The Sun Also Rises is a portrait of Americans searching for new values in a world in which old standards have been blown away by war. Jake, the primary searcher, is interested in Count Mippipopolous, who seems to know exactly what he wants and how to get it. But the count's value system is simply to pay as little as possible for as much as possible-marvelous advice in a department store, but a little thin when applied to life.

Pedro Romero has a strong sense of right and wrong, but he doesn't talk about it. He simply does his job perfectly. He fights bulls and conducts his life with aficion, or passion, which both Hemingway and his characters greatly admire. Romero's aficion is as untarnished and pure as the bullfighter himself. Is this because he comes from a land that was relatively untouched by the war?

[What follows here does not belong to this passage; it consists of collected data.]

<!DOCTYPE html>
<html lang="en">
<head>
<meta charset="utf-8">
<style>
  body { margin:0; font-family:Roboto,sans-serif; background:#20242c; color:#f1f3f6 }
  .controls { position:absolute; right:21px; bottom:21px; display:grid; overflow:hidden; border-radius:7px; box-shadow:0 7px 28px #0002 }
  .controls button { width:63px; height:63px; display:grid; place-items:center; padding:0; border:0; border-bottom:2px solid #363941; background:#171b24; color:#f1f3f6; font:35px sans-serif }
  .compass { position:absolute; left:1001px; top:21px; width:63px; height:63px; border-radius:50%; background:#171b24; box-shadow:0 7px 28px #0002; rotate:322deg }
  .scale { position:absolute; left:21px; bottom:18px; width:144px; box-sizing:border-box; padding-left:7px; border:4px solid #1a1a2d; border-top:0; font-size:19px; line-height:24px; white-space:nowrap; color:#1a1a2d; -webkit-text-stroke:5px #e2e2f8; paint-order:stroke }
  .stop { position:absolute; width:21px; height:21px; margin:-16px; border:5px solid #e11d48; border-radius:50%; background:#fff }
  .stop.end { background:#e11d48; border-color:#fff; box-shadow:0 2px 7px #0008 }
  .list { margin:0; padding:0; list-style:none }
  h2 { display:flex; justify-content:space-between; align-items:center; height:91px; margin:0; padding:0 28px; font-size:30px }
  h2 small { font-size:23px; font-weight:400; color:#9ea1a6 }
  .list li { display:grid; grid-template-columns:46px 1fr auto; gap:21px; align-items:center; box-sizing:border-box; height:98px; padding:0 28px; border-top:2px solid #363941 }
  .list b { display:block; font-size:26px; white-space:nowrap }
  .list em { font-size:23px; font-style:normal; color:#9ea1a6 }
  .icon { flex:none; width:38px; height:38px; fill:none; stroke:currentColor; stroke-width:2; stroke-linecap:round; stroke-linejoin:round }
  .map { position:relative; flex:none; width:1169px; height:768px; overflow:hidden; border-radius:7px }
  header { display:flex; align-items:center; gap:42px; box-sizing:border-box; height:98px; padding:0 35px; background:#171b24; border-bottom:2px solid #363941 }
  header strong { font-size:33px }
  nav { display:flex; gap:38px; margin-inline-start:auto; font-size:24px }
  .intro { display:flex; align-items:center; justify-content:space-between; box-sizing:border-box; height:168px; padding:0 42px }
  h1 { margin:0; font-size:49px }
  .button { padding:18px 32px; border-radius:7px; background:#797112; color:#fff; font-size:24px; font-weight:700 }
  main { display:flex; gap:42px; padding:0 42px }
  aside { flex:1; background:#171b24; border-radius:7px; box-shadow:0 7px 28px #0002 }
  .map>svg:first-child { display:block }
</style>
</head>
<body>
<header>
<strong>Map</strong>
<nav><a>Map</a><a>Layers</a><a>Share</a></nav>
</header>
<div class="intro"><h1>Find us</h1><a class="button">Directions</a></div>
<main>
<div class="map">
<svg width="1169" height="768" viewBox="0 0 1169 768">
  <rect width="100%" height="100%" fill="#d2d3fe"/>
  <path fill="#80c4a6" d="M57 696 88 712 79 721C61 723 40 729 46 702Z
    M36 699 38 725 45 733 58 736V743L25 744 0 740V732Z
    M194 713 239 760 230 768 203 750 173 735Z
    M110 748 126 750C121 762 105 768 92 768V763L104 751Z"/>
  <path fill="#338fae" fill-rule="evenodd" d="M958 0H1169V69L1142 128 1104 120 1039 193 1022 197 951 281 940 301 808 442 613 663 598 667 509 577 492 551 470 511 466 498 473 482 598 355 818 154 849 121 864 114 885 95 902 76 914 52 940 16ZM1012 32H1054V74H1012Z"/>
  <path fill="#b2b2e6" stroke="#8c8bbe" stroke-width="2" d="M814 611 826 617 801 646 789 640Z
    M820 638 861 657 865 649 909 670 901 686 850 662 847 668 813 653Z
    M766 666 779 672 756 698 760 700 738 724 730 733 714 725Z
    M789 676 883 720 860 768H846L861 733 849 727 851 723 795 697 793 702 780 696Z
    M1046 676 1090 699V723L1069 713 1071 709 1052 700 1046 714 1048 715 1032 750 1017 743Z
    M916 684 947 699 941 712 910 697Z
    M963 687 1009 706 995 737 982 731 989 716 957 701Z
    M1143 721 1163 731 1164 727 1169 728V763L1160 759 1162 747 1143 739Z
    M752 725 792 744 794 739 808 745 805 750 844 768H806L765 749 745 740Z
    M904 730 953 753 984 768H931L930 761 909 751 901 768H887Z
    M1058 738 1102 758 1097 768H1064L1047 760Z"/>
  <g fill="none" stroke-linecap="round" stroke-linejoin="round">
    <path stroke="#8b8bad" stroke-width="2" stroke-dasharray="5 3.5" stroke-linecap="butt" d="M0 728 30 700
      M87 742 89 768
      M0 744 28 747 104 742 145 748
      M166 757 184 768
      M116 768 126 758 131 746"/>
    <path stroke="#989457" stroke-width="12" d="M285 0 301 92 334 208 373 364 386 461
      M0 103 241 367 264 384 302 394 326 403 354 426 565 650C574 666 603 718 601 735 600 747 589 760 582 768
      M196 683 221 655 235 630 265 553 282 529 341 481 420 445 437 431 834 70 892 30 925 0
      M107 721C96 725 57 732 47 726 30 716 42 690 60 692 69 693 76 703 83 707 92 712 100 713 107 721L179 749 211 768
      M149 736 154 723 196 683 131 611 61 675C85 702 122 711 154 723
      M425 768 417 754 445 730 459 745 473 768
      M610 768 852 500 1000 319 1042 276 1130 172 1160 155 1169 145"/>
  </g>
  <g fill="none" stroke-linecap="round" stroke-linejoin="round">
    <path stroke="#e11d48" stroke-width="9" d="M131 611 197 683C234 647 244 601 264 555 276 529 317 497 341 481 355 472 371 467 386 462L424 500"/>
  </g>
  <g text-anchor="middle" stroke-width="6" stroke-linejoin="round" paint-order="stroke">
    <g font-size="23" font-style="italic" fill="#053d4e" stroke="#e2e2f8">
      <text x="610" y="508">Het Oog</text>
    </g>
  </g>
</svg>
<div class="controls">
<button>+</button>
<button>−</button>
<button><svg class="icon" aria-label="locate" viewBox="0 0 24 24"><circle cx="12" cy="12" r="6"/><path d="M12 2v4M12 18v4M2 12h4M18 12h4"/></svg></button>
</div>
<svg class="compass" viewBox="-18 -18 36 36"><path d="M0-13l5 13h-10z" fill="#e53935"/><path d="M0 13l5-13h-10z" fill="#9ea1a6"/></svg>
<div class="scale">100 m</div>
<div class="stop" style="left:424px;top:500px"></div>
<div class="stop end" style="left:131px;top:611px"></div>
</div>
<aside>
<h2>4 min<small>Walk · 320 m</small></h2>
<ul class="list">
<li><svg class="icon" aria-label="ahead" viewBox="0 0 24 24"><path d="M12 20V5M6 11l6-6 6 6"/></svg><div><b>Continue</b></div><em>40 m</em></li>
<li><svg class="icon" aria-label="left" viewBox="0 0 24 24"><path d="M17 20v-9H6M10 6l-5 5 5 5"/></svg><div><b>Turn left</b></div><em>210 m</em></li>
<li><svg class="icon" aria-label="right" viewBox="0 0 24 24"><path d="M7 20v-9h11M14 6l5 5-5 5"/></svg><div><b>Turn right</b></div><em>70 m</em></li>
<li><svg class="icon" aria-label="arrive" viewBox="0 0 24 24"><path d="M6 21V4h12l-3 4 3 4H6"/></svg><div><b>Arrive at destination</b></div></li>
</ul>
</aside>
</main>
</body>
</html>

Most of the characters have settled for empty rounds of drinking and sex in Paris. Romero is different. He doesn't need to buy pleasure, he gets whatever he needs because he deserves it. He doesn't need to shop for love because he is part of life; he experiences it from the inside.


World War I ended six years before the novel begins but it continues to affect each of the characters. Jake's genital wound destroyed his hope of romantic fulfillment; the death of a soldier, Brett's first true love, destroyed her capacity for selfless love.

Though the war was unimaginably destructive, it did have an excitement and drama that make postwar life seem drab in comparison. One reason the characters go to the bullfights in Spain is to recapture the excitement of the war. The fiesta is like a battlefield-it catches the characters up in something larger than themselves and lets them forget their own meager lives.